Interpretive Summary: The effects of pesticides on honey bees is of great concern to beekeepers and general public. In particular, a class of pesticides called neonicotinoids has been found in some studies to affect bee learning and colony function. We had found a pesticide classified as a neonicotinoid, flonicamid, in the residue analyses of honey and pollen studies for a now published study, and we tested that at three different concentrations (0, 50 and 250 parts per billion) in sugar syrup in one field study with bee colonies and two cage studies. We measured colony population levels, hive weight changes, thermoregulation and CO2 concentrations in the field study, and we measured syrup consumption, thermoregulation and survivorship in the cage studies. Among all these measurements, we did not find any signficant treatment effects from the pesticide. We think this indicates that the pesticide is largely safe for honey bees at these concentrations, and that it is important to publish such results when they occur so people use safe pesticides when they need pesticides. Whether it is safe for other pollinators, like butterflies and solitary bees, was not explored in this work.
Technical Abstract: The effects of long-term exposure on honey bees to sublethal concentrations of flonicamid, a pyridinecarboxamide compound used as a systemic insecticide against sucking insects, were examined in a field study and two cage studies.
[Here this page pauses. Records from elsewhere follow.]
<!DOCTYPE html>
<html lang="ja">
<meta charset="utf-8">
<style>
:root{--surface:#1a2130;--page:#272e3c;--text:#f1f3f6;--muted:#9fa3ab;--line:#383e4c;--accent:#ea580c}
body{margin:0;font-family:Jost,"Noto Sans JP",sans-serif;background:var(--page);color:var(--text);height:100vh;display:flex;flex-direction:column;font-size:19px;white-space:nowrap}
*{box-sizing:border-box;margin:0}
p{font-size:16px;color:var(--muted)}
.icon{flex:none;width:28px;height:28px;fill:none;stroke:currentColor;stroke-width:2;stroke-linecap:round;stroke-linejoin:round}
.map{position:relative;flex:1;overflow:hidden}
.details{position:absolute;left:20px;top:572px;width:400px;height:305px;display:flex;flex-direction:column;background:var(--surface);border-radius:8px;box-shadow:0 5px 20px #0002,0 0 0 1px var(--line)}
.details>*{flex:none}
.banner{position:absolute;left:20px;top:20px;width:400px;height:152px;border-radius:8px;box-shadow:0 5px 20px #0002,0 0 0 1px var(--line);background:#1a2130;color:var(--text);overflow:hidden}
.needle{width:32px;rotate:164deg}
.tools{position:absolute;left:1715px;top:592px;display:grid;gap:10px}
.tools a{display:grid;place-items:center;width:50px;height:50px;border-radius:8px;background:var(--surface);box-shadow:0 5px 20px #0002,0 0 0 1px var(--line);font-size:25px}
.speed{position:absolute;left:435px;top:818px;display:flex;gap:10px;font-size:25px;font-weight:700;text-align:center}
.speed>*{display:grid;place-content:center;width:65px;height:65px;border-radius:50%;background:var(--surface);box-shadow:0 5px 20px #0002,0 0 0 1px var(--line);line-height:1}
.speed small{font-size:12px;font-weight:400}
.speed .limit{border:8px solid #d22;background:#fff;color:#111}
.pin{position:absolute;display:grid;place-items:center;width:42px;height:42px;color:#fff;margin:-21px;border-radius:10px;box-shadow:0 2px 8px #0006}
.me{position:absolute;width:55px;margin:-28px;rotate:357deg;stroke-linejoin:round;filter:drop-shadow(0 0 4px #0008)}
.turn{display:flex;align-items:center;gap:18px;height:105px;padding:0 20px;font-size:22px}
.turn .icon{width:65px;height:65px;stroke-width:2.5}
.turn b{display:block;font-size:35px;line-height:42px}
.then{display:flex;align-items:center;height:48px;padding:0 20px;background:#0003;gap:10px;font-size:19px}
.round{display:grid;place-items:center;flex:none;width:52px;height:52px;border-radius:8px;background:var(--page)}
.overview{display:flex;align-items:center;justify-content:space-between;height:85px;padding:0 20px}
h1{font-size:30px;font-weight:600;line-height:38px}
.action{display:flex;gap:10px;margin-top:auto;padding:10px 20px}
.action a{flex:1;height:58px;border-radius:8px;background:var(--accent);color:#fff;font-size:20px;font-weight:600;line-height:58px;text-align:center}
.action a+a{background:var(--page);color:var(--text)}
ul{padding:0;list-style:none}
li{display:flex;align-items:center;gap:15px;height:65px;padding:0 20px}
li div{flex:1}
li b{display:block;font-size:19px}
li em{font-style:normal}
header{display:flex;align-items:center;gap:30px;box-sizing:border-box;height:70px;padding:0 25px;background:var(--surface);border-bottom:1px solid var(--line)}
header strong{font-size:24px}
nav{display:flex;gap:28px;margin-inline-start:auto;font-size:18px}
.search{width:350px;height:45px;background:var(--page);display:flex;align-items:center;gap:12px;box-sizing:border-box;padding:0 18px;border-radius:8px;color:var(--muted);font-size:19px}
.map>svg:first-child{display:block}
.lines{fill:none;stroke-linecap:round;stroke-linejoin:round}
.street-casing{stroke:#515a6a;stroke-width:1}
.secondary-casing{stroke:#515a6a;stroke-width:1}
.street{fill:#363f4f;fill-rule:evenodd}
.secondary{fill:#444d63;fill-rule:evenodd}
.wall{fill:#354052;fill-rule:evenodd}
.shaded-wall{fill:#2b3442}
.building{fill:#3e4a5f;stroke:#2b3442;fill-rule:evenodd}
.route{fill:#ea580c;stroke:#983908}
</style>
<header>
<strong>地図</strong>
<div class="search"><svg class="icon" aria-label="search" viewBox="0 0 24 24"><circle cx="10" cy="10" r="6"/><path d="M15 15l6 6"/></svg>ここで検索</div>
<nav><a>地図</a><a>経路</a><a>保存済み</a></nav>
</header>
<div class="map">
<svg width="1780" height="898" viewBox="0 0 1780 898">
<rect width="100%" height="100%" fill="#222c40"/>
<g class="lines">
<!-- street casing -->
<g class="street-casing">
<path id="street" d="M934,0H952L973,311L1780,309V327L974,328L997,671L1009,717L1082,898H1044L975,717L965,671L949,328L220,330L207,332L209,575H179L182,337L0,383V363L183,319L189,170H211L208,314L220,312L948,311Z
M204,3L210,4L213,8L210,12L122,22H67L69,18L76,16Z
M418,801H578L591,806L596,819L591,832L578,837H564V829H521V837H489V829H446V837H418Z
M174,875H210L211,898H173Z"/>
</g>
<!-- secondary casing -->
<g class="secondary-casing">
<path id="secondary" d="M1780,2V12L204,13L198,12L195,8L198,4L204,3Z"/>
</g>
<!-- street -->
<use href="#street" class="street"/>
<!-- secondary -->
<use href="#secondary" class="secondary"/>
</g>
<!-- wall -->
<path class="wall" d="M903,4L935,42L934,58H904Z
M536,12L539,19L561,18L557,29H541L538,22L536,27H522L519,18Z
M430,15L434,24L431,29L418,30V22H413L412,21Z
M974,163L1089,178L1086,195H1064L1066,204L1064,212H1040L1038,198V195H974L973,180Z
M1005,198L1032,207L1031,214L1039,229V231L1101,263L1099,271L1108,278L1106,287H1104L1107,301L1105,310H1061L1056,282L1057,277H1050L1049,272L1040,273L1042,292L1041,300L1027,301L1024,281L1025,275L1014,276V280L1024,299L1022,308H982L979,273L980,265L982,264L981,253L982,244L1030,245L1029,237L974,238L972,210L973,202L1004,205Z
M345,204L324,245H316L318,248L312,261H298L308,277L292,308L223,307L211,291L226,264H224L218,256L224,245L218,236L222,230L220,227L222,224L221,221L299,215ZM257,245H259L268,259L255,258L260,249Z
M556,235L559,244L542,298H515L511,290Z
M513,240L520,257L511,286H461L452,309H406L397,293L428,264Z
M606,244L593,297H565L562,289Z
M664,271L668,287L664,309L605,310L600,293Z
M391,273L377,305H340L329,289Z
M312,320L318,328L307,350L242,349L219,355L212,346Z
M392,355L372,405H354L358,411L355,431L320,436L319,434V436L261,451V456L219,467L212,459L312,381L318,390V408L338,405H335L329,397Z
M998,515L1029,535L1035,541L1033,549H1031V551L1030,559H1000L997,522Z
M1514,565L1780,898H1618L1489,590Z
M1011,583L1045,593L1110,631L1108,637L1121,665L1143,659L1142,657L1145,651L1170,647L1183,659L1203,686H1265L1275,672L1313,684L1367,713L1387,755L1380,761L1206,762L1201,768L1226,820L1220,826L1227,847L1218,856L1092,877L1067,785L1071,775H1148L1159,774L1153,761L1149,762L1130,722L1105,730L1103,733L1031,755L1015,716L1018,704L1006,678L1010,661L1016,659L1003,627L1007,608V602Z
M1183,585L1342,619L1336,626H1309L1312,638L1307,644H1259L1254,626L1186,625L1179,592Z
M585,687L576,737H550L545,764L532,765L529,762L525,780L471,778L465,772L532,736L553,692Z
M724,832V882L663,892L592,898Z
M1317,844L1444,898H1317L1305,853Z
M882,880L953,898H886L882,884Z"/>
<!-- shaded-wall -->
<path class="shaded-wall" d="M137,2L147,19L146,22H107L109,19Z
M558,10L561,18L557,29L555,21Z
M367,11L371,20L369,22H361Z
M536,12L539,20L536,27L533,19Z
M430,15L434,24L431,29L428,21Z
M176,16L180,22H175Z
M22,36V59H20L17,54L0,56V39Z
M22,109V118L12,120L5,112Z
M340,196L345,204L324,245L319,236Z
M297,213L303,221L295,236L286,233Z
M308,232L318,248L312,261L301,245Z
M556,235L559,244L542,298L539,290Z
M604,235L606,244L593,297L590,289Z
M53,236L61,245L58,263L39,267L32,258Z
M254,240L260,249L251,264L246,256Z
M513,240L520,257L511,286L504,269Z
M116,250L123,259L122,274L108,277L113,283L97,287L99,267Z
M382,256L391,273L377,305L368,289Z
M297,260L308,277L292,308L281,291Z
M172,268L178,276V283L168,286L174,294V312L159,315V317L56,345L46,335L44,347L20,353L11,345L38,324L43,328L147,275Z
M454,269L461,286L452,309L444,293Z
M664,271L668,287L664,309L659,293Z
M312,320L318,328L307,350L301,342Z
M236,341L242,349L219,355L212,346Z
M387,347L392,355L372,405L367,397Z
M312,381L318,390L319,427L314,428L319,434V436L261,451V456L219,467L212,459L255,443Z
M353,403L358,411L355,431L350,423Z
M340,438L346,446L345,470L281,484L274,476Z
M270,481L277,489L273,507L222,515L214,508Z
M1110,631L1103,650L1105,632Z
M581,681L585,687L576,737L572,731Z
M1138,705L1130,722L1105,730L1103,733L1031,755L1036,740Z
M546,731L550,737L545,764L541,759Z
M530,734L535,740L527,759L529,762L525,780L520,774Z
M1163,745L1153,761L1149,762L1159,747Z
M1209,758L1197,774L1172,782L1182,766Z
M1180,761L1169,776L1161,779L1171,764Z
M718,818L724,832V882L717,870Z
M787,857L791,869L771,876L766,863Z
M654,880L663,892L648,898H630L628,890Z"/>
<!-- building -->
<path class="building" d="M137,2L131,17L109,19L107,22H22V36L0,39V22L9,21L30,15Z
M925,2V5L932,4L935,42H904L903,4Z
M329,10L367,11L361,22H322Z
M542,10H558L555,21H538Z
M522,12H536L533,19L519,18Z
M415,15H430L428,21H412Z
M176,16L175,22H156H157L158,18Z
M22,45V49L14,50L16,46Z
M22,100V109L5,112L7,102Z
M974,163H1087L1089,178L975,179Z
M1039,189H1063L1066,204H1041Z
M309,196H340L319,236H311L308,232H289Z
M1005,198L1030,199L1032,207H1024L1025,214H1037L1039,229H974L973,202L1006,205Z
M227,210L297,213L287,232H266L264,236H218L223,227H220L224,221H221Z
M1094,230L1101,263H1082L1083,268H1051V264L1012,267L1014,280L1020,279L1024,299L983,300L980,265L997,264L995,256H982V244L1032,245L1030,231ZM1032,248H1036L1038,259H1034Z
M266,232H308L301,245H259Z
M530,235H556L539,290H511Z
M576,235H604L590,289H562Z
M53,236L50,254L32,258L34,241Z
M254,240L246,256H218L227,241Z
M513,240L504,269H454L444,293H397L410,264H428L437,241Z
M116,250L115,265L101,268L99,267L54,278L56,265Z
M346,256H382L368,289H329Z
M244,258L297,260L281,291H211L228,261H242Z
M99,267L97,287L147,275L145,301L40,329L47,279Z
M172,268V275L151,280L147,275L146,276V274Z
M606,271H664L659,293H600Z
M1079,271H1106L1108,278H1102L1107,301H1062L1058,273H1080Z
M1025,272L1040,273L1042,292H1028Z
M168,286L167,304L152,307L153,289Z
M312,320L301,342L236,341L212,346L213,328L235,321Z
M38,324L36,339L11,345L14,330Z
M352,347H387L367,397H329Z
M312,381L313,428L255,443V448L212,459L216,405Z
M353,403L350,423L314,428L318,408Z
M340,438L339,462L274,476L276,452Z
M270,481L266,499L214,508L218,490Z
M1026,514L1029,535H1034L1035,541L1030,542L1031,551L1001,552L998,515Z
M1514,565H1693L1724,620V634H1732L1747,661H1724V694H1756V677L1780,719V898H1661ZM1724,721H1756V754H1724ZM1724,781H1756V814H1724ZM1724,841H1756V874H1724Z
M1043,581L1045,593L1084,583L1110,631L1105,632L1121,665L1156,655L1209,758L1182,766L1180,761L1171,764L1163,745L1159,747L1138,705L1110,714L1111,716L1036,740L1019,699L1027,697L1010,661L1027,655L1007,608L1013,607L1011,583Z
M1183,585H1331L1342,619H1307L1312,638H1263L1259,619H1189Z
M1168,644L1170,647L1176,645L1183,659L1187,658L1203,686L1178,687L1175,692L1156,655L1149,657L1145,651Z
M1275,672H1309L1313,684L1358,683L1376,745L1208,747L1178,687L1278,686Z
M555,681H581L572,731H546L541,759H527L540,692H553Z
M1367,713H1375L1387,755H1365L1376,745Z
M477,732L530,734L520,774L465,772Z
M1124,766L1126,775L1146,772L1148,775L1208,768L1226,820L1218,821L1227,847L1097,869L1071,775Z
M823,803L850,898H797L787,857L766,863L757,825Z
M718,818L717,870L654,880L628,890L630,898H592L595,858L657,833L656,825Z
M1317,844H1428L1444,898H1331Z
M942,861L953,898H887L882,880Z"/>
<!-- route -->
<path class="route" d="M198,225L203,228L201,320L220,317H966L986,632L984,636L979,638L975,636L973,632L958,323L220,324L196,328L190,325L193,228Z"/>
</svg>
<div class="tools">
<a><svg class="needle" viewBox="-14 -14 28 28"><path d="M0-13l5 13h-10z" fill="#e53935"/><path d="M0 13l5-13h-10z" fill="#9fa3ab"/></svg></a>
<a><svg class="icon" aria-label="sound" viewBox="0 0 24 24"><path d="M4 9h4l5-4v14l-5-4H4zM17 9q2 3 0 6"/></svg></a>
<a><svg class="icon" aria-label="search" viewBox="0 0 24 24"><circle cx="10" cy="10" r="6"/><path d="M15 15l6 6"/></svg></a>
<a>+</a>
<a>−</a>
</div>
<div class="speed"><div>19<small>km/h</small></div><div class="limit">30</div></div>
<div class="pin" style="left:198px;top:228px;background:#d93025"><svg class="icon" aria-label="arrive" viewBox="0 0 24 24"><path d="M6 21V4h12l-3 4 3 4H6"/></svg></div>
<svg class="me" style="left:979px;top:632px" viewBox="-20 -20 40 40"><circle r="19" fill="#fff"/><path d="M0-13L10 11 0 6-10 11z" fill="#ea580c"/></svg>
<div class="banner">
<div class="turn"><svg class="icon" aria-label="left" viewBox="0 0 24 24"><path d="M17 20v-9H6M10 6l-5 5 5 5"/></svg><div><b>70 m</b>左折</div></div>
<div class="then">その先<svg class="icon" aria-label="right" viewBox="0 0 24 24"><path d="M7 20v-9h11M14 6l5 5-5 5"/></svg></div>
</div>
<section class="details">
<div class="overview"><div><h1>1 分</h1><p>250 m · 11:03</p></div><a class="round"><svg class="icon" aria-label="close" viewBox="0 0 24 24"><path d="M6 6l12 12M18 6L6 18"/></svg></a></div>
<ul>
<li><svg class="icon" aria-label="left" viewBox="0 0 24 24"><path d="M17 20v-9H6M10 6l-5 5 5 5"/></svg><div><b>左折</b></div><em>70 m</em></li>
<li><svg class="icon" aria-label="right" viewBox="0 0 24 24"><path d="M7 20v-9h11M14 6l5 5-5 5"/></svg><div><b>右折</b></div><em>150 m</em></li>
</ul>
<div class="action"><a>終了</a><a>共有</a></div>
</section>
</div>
The field study involved the continuous weight, temperature and CO2 monitoring of 18 honey bee colonies, 6 of which were exposed, over a six week feeding period, to 50 ppb flonicamid in sugar syrup, 6 exposed to 250 ppb flonicamid, and 6 exposed to unadulterated syrup (control). Treatment concentrations had been derived from observed concentrations in honey samples collected from a commercial apiary. Honey samples taken after treatment confirmed that colonies were exposed to those flonicamid concentrations. No effects of treatment were observed with respect to foraging activity, hive weight gain, thermoregulation or average CO2 concentrations. However, Varroa mite infestations may have also contributed to experimental variability. The two cage studies, in which cages (200 newly-emerged bees in each) were exposed to the same flonicamid concentrations and kept in a variable-temperature incubator, likewise did not show any experiment-wide effects with respect to survivorship, thermoregulation, or syrup consumption. These results suggest that field applications of flonicamid that result in concentrations as high as 250 ppb in honey may be largely safe for honey bees.